**EXERCISE AIM:**
Exactly the lines from the top of the records below through the one containing "position:relative; width:981px; height:512px;" must be set down, with no line added or dropped.

**DATA SUPPLIED:**
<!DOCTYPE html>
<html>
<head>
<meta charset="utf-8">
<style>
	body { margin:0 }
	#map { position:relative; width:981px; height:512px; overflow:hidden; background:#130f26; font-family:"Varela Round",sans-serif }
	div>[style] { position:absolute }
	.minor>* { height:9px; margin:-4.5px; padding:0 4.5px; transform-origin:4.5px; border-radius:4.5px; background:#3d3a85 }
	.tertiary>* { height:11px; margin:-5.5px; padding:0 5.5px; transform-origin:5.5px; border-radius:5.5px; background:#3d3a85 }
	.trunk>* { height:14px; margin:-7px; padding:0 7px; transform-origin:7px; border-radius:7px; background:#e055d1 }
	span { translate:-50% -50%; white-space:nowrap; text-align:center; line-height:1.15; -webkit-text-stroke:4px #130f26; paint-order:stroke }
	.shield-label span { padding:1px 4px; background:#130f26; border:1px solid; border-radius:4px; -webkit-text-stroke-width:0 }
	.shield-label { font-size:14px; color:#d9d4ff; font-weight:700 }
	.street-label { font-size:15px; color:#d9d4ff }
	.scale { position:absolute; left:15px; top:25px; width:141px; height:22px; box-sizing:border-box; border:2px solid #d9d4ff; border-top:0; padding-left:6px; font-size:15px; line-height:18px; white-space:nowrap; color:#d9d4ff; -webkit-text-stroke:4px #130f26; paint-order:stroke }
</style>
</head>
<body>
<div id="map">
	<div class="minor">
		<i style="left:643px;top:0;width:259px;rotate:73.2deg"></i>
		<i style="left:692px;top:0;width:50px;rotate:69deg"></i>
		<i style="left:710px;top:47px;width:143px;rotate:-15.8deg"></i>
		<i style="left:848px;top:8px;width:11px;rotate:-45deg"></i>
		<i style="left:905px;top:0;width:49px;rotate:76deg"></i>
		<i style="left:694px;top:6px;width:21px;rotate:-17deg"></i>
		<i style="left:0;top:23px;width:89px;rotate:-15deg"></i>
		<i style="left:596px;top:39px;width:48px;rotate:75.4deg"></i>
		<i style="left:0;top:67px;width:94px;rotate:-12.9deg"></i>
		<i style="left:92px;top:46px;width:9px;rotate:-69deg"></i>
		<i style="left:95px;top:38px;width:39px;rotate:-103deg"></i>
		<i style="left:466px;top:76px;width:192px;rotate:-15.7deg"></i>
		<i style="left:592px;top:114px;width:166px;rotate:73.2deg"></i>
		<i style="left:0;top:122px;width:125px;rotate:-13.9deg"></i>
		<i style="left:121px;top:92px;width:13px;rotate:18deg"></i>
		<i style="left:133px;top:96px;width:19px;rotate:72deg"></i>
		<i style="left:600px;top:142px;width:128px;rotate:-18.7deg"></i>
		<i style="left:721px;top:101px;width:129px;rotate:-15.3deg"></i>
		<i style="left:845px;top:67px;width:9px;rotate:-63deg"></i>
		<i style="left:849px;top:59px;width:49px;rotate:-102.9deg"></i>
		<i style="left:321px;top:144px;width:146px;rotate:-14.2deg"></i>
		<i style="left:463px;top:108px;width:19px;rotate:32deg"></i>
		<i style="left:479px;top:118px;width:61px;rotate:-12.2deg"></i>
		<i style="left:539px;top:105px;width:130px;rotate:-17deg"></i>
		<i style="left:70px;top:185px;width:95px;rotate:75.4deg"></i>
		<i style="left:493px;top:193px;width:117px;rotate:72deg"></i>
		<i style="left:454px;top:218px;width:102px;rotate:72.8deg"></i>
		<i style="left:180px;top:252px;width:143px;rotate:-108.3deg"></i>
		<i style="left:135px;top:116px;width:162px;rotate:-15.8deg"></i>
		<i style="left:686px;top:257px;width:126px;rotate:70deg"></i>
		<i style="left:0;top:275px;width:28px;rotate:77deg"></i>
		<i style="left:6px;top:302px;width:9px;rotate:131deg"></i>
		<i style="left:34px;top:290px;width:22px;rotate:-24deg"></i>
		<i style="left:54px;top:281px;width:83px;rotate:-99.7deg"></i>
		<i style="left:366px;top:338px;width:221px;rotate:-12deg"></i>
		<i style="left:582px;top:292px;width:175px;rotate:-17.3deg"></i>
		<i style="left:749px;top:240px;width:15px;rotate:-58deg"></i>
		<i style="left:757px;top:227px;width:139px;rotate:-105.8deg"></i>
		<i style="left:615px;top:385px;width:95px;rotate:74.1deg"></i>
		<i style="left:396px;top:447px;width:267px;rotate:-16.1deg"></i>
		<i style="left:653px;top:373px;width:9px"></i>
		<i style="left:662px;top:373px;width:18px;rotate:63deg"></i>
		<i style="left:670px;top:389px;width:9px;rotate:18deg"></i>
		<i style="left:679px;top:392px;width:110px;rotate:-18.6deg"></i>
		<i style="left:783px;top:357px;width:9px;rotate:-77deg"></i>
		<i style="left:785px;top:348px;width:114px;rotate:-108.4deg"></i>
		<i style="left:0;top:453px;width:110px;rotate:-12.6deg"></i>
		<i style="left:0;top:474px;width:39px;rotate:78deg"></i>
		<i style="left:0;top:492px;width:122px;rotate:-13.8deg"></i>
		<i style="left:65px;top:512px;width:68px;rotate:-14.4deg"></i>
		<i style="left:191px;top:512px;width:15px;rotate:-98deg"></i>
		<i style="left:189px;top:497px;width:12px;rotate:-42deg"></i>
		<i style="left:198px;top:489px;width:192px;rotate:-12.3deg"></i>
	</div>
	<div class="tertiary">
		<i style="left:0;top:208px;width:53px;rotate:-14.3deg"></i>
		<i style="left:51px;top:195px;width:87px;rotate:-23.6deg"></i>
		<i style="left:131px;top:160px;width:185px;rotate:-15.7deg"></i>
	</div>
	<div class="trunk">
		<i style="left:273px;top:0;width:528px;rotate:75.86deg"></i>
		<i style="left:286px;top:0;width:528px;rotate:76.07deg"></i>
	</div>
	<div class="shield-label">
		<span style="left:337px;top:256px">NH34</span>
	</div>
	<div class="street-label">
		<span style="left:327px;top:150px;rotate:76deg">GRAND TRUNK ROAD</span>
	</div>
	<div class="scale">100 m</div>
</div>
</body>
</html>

**ANSWER TO THE PROBLEM:**
<!DOCTYPE html>
<html>
<head>
<meta charset="utf-8">
<style>
	body { margin:0 }
	#map { position:relative; width:981px; height:512px; overflow:hidden; background:#130f26; font-family:"Varela Round",sans-serif }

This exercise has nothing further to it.